RECORD EXCERPTS:

+++++

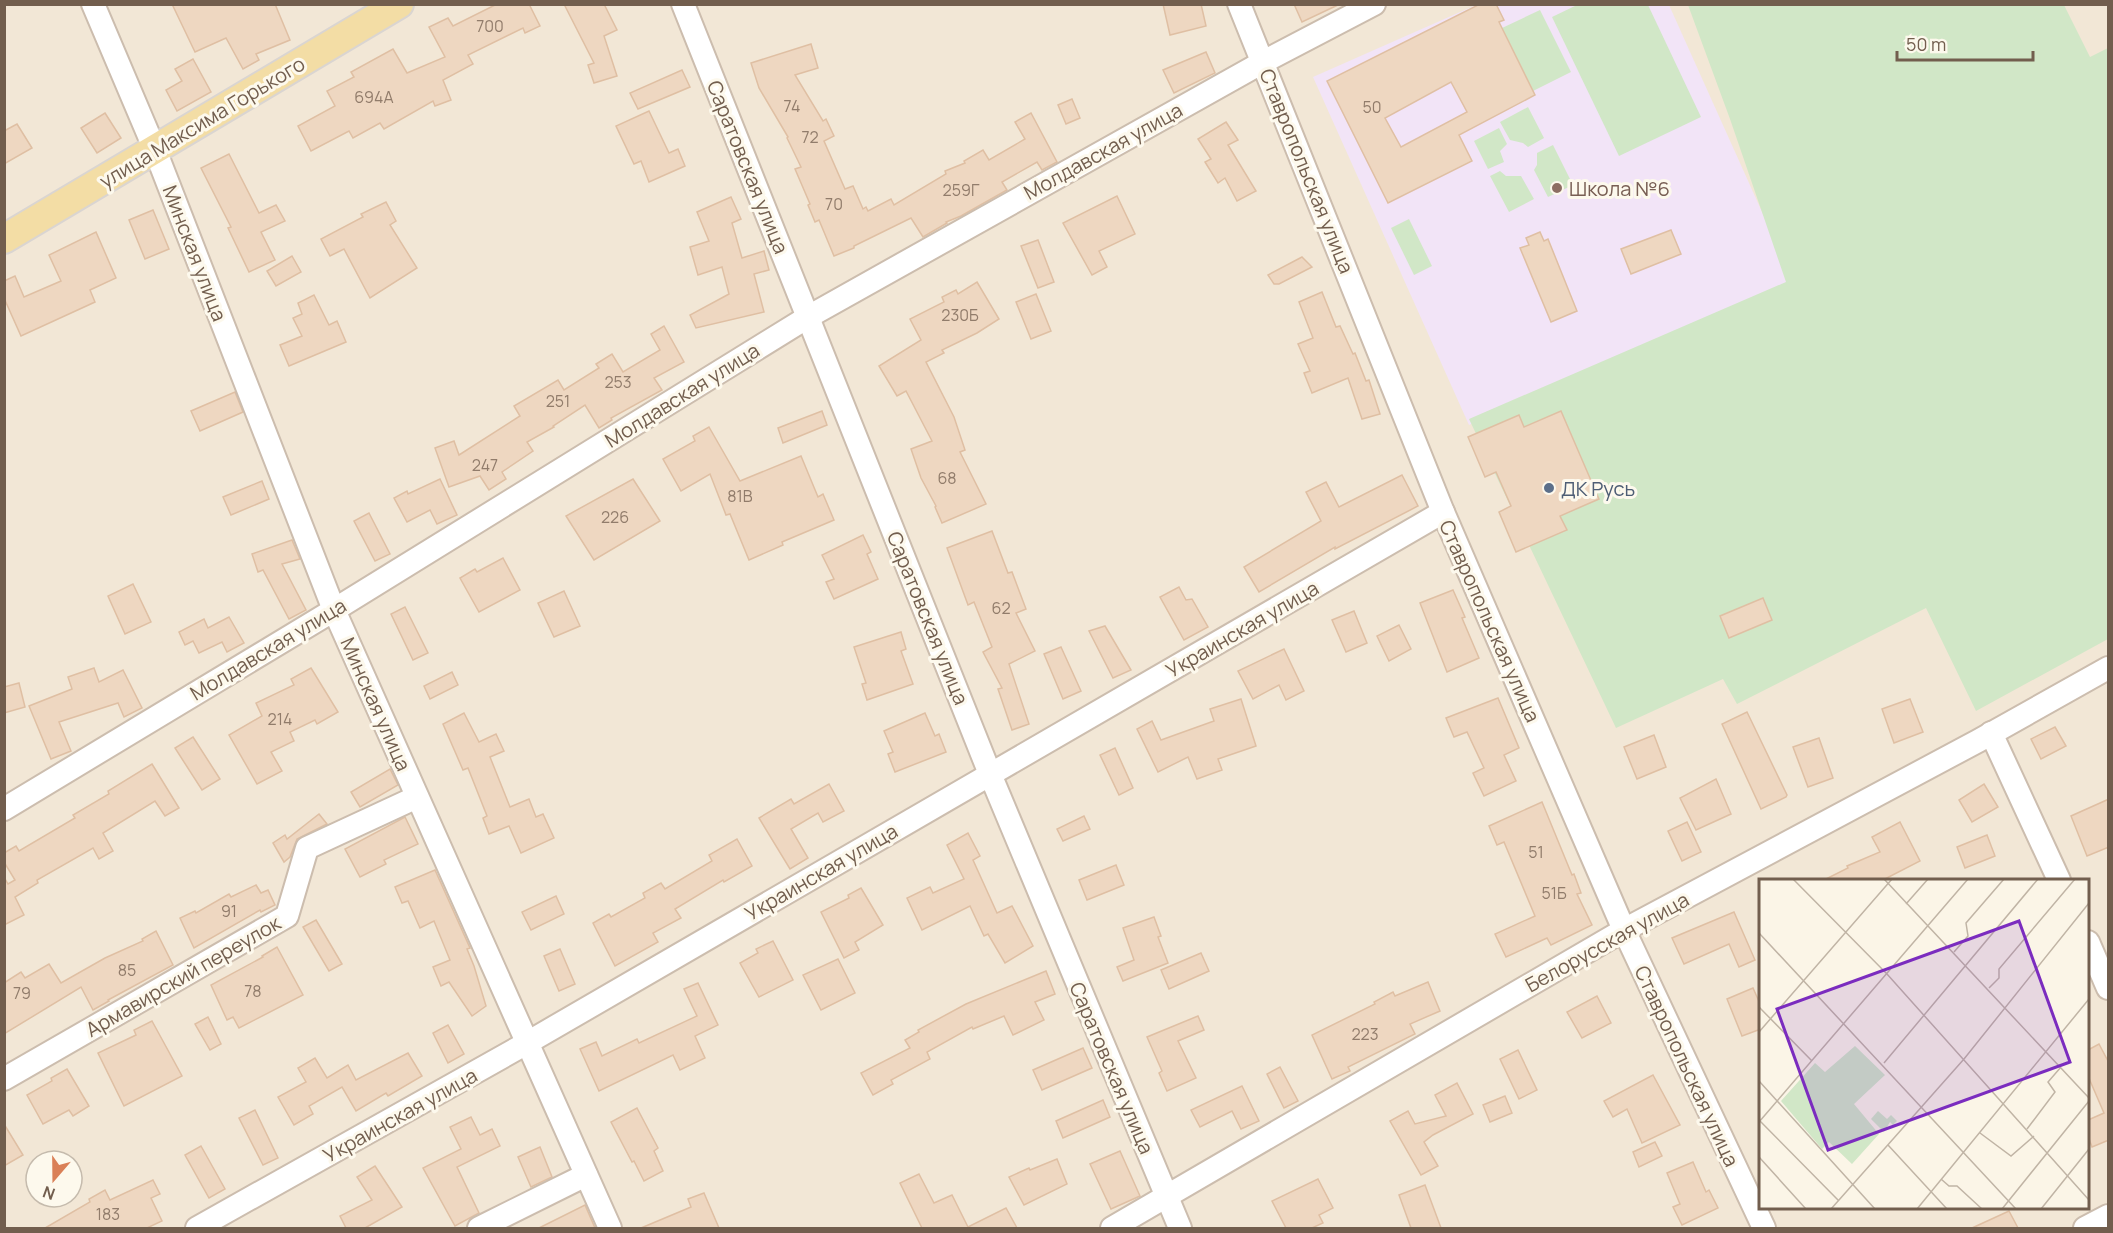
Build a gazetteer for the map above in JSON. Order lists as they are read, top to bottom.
{
  "streets": {
    "main road": ["улица Максима Горького"],
    "street": [
      "Молдавская улица",
      "Саратовская улица",
      "Ставропольская улица",
      "Минская улица",
      "Украинская улица",
      "Белорусская улица",
      "Армавирский переулок"
    ]
  },
  "crossings": [
    ["улица Максима Горького", "Минская улица"],
    ["Молдавская улица", "Саратовская улица"],
    ["Молдавская улица", "Ставропольская улица"],
    ["Молдавская улица", "Минская улица"],
    ["Саратовская улица", "Украинская улица"],
    ["Саратовская улица", "Белорусская улица"],
    ["Ставропольская улица", "Украинская улица"],
    ["Ставропольская улица", "Белорусская улица"],
    ["Минская улица", "Украинская улица"],
    ["Минская улица", "Армавирский переулок"]
  ],
  "places": ["Школа №6", "ДК Русь"],
  "house_numbers": [
    "700",
    "694А",
    "74",
    "50",
    "72",
    "259Г",
    "70",
    "230Б",
    "253",
    "251",
    "247",
    "68",
    "81В",
    "226",
    "62",
    "214",
    "51",
    "51Б",
    "91",
    "85",
    "78",
    "79",
    "223",
    "183"
  ],
  "scale_bar": "50 m",
  "north": "bottom"
}
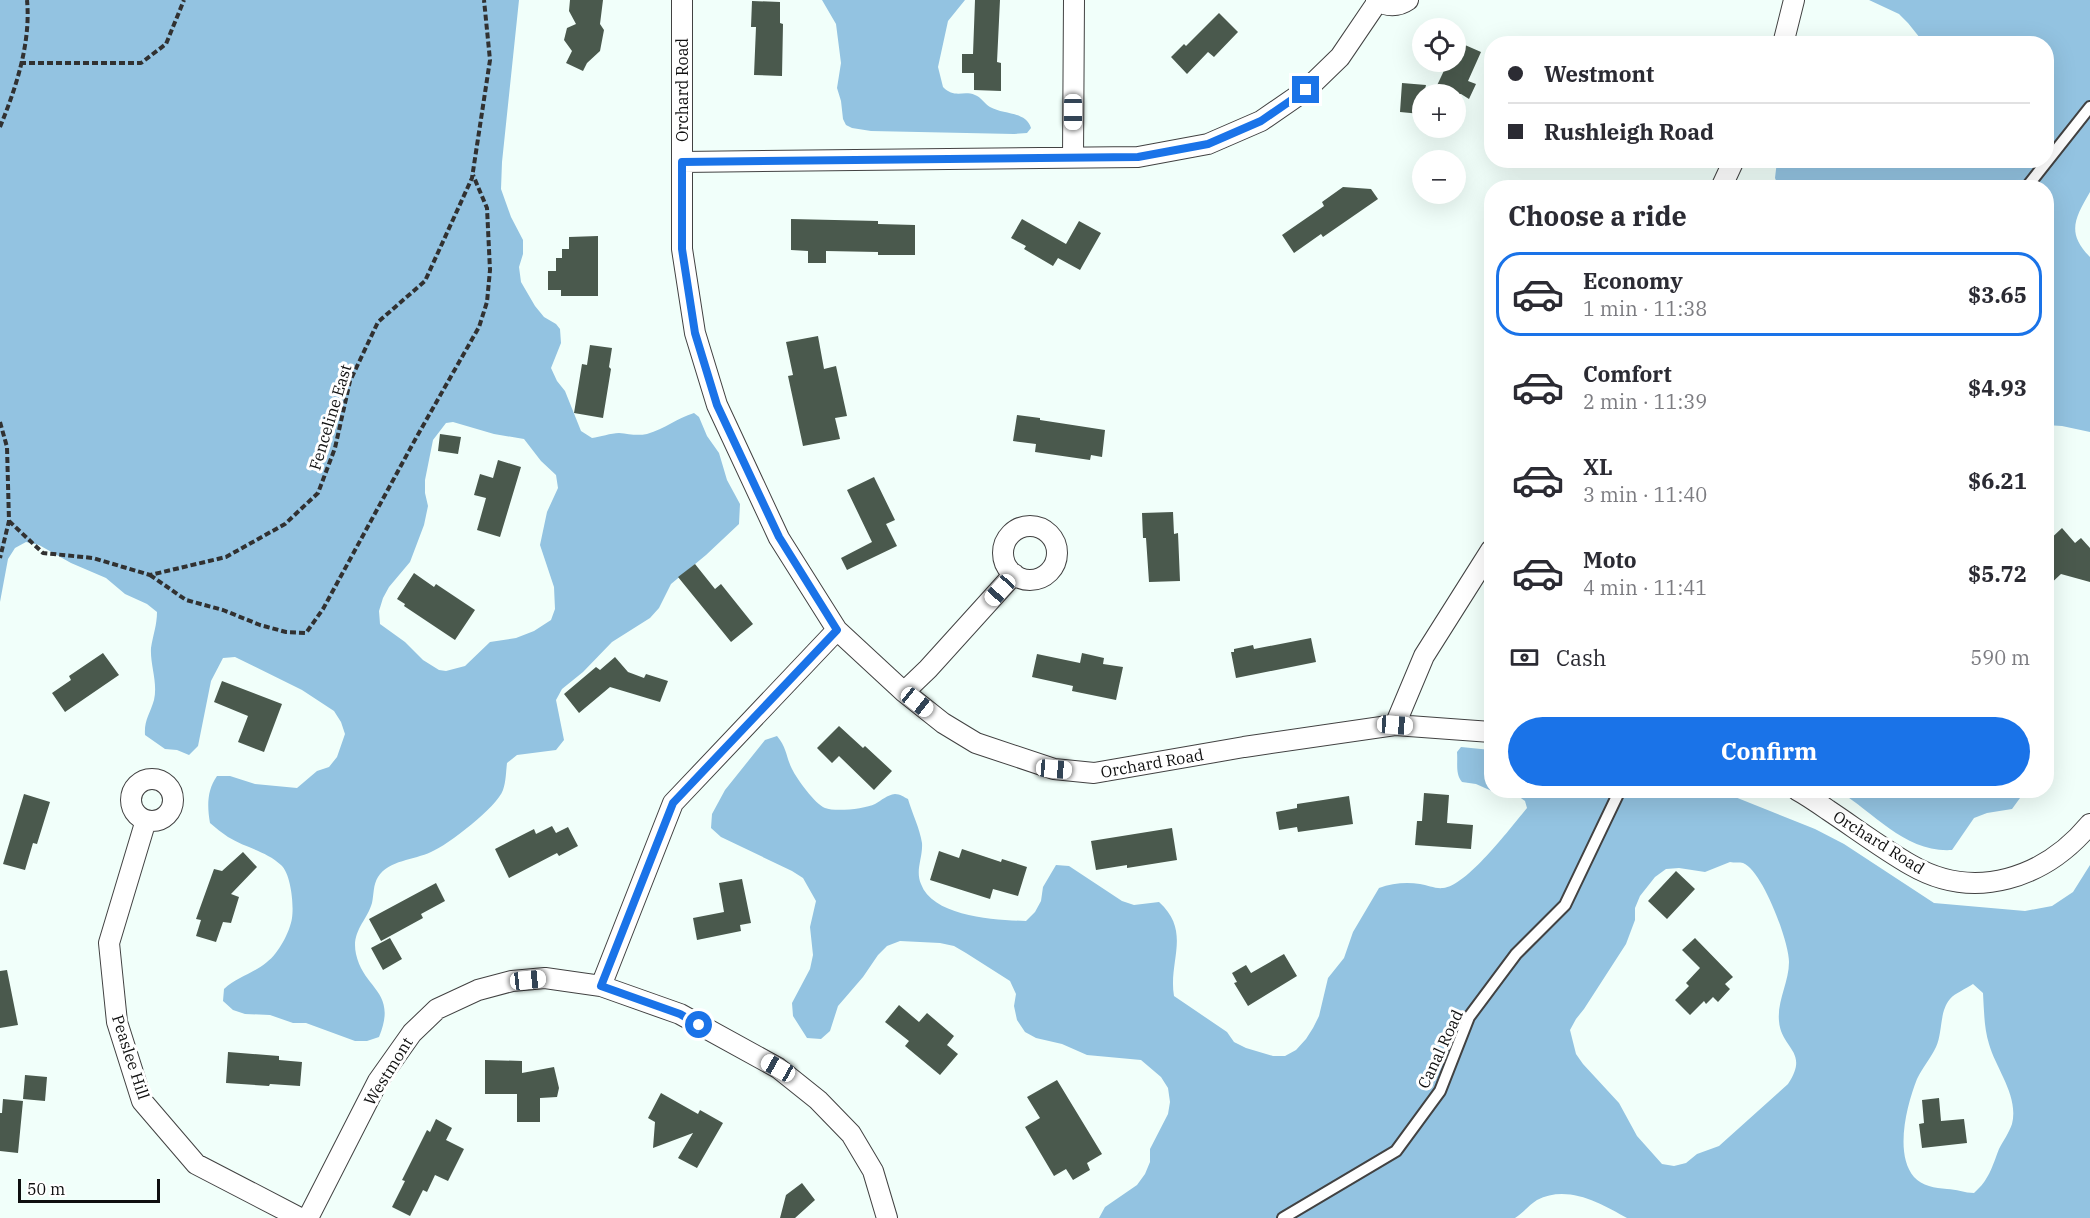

+++++

For this exercise, write out the listing verbatim and leave every image out.

ANSWER SPACE:
Build a gazetteer for the map above in JSON. Order lists as they are read, top to bottom.
{
  "streets": {
    "main road": ["улица Максима Горького"],
    "street": [
      "Молдавская улица",
      "Саратовская улица",
      "Ставропольская улица",
      "Минская улица",
      "Украинская улица",
      "Белорусская улица",
      "Армавирский переулок"
    ]
  },
  "crossings": [
    ["улица Максима Горького", "Минская улица"],
    ["Молдавская улица", "Саратовская улица"],
    ["Молдавская улица", "Ставропольская улица"],
    ["Молдавская улица", "Минская улица"],
    ["Саратовская улица", "Украинская улица"],
    ["Саратовская улица", "Белорусская улица"],
    ["Ставропольская улица", "Украинская улица"],
    ["Ставропольская улица", "Белорусская улица"],
    ["Минская улица", "Украинская улица"],
    ["Минская улица", "Армавирский переулок"]
  ],
  "places": ["Школа №6", "ДК Русь"],
  "house_numbers": [
    "700",
    "694А",
    "74",
    "50",
    "72",
    "259Г",
    "70",
    "230Б",
    "253",
    "251",
    "247",
    "68",
    "81В",
    "226",
    "62",
    "214",
    "51",
    "51Б",
    "91",
    "85",
    "78",
    "79",
    "223",
    "183"
  ],
  "scale_bar": "50 m",
  "north": "bottom"
}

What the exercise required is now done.